'Tammy' Shows New Side of McCarthy
Melissa McCarthy has many reasons to be happy with her new movie Tammy.
She produced, co-wrote and stars, and her husband co-wrote, directed and takes an important small role as the boss who fires her and starts the whole thing going. McCarthy is also more attractive both in her physical appearance and in the character she plays than she was in either Bridesmaids or The Heat, partly because Tammy is a gentle, people-loving movie without satiric edge or the brutality of a police story.
And McCarthy is generous to her cast, leaving a lot of the comedy to Susan Sarandon as the lively but alcoholic grandmother, and giving the most serious straight commentary to Kathy Bates as the most settled character in the cast, a lesbian who lives with lover Sandra Oh and has the only widespread social group in the movie, partygoers who behave like any large group who enjoy each other's company.

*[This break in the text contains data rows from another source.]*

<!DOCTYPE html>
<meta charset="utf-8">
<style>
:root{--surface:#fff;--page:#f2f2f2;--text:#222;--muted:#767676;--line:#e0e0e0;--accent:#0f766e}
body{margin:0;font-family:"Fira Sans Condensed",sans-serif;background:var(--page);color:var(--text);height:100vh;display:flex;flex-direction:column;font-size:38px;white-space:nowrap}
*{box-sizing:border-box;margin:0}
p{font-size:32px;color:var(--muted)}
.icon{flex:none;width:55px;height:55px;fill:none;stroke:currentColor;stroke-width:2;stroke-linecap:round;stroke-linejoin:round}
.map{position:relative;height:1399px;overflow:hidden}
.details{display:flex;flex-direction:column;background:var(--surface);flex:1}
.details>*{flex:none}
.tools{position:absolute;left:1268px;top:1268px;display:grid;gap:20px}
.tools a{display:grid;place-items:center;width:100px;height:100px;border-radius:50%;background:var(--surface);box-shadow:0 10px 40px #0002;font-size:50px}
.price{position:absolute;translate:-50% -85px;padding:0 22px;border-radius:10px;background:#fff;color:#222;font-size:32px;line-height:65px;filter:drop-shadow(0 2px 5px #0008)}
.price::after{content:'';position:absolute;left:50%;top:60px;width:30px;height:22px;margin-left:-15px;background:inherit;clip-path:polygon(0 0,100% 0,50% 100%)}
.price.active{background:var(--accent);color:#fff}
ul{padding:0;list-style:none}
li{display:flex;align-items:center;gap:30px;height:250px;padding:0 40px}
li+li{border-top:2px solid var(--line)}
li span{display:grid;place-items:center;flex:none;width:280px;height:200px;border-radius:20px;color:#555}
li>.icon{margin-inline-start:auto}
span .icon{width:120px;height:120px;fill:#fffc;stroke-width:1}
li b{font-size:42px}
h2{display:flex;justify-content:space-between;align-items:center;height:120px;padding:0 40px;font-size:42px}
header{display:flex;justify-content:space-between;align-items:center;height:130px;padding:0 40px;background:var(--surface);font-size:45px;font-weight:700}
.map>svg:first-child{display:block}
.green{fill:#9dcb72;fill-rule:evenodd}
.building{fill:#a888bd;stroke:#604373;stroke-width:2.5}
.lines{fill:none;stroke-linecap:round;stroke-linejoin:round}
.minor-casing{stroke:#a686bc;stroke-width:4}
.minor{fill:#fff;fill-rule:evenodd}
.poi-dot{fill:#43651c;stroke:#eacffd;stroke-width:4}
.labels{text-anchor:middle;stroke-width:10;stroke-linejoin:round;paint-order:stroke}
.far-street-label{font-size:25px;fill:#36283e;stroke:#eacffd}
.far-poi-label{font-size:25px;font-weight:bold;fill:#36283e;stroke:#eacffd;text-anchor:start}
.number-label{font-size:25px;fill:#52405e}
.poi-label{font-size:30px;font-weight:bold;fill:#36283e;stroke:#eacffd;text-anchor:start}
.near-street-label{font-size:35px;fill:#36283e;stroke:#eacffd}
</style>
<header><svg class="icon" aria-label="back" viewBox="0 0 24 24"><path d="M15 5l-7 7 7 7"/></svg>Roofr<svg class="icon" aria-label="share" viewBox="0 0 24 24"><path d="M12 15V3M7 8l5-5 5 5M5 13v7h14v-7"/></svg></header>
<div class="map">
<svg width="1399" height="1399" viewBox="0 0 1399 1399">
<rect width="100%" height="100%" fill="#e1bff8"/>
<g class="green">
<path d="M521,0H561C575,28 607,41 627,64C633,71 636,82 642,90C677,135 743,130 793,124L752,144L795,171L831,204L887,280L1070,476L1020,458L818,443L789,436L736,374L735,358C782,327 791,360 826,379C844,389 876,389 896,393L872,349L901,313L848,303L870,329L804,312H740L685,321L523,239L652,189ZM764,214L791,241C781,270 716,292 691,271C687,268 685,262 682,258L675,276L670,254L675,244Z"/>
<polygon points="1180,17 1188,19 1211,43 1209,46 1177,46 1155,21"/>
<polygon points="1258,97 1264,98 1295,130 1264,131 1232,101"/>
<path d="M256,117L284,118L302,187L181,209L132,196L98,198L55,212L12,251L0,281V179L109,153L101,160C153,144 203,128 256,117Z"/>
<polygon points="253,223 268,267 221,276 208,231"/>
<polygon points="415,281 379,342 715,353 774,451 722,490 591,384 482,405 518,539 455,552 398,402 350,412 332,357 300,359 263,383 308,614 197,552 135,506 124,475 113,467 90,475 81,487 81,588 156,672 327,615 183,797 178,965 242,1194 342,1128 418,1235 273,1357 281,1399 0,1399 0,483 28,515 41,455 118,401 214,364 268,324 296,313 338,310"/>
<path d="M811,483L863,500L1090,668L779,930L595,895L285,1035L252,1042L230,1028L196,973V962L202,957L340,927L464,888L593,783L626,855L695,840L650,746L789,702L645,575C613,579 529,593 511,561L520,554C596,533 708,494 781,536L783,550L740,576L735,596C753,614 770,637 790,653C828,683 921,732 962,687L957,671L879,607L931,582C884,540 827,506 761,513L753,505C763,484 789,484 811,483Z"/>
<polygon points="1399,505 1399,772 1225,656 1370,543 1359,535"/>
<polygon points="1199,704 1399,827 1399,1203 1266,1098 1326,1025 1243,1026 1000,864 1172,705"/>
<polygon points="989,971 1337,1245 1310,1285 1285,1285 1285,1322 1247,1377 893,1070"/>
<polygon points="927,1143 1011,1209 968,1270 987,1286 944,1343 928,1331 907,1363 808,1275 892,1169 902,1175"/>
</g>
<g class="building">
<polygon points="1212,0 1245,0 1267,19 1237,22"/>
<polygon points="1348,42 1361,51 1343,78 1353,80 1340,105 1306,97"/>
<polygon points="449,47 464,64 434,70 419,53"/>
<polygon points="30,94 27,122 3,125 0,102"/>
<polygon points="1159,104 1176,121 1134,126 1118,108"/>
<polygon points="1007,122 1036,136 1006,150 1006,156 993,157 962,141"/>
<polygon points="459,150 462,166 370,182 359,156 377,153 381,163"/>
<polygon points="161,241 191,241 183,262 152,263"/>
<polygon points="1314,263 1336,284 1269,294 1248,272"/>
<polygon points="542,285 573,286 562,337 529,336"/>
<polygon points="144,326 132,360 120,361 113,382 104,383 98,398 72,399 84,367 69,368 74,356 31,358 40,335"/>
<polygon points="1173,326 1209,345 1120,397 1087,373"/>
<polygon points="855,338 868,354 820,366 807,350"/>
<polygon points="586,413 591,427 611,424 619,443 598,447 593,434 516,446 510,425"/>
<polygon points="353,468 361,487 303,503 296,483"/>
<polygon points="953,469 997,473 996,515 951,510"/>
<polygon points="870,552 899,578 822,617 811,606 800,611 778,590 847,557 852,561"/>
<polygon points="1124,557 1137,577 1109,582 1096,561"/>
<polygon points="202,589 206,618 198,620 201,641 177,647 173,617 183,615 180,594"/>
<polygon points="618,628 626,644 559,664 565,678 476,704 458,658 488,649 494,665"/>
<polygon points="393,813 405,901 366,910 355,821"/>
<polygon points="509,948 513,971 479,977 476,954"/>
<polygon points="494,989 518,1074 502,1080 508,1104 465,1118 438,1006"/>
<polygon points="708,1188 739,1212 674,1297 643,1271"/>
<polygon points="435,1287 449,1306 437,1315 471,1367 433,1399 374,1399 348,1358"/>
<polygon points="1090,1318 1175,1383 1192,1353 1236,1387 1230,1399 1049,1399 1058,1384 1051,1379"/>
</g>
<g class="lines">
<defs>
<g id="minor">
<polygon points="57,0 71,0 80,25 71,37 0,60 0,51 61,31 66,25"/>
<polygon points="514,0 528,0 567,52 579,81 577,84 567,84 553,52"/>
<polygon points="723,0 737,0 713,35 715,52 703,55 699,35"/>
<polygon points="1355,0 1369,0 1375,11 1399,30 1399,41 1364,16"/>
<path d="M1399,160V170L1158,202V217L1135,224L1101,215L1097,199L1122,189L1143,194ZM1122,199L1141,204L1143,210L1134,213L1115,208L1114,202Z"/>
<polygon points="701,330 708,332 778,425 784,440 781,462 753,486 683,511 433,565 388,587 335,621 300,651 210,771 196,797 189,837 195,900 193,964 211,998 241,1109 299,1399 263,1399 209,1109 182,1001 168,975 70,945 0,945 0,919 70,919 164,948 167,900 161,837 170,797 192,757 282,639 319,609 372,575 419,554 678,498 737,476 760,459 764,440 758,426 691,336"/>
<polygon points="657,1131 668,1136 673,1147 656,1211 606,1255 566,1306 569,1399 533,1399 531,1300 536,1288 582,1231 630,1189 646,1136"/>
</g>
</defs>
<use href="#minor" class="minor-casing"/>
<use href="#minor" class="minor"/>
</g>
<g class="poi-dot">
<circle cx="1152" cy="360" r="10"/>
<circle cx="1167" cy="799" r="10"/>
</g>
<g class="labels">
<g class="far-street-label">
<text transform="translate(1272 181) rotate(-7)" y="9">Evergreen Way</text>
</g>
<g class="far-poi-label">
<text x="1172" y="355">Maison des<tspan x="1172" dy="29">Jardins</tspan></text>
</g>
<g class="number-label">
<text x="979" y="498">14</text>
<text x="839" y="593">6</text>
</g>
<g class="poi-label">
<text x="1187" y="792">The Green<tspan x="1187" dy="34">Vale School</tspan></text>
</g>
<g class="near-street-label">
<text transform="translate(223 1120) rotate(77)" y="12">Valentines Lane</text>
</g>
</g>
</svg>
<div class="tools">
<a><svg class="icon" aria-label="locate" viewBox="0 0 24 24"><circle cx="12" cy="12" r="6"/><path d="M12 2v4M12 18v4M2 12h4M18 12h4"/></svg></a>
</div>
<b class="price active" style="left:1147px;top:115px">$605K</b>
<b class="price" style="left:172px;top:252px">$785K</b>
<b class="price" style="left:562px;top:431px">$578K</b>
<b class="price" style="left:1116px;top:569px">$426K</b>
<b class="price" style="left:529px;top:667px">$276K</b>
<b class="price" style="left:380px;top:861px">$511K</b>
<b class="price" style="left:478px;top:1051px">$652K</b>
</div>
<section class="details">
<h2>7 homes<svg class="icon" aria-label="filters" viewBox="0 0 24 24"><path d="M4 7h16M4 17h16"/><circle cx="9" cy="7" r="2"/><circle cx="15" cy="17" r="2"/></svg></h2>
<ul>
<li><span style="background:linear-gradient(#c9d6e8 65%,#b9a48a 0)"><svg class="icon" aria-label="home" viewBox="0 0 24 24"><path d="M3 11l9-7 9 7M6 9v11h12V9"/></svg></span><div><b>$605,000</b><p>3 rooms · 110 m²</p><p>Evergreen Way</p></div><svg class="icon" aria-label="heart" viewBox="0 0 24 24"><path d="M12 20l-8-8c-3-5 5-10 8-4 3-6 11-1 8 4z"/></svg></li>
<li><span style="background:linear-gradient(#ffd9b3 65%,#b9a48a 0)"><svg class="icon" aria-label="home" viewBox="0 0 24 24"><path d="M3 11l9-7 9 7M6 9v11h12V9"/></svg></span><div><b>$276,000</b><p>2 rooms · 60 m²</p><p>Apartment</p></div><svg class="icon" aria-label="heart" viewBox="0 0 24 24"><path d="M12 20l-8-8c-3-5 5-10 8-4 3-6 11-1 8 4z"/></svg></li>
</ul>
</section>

McCarthy keeps the few really sentimental bits for herself, but they are bits, not big scenes, and she handles them so well that they suggest that McCarthy could handle a more serious effort if she wants to, as I hope she will.
Others in the cast include Toni Collette, Allison Janney and Dan Aykroyd in roles small enough that I suspect that Tammy was a labor of love for people who liked Melissa McCarthy, which I did not until now.
The story is the merest trifle of a road comedy, as McCarthy and Sarandon proceed down the road and encounter people and places and comic episodes that are in fact linked together in something resembling a single plot, but don't worry about that.
And don't worry about McCarthy's weight-- her character certainly doesn't. And it, like everything else in Tammy, is tastefully handled, except perhaps the language, which may annoy the delicate. But it's worth putting up with for everything else.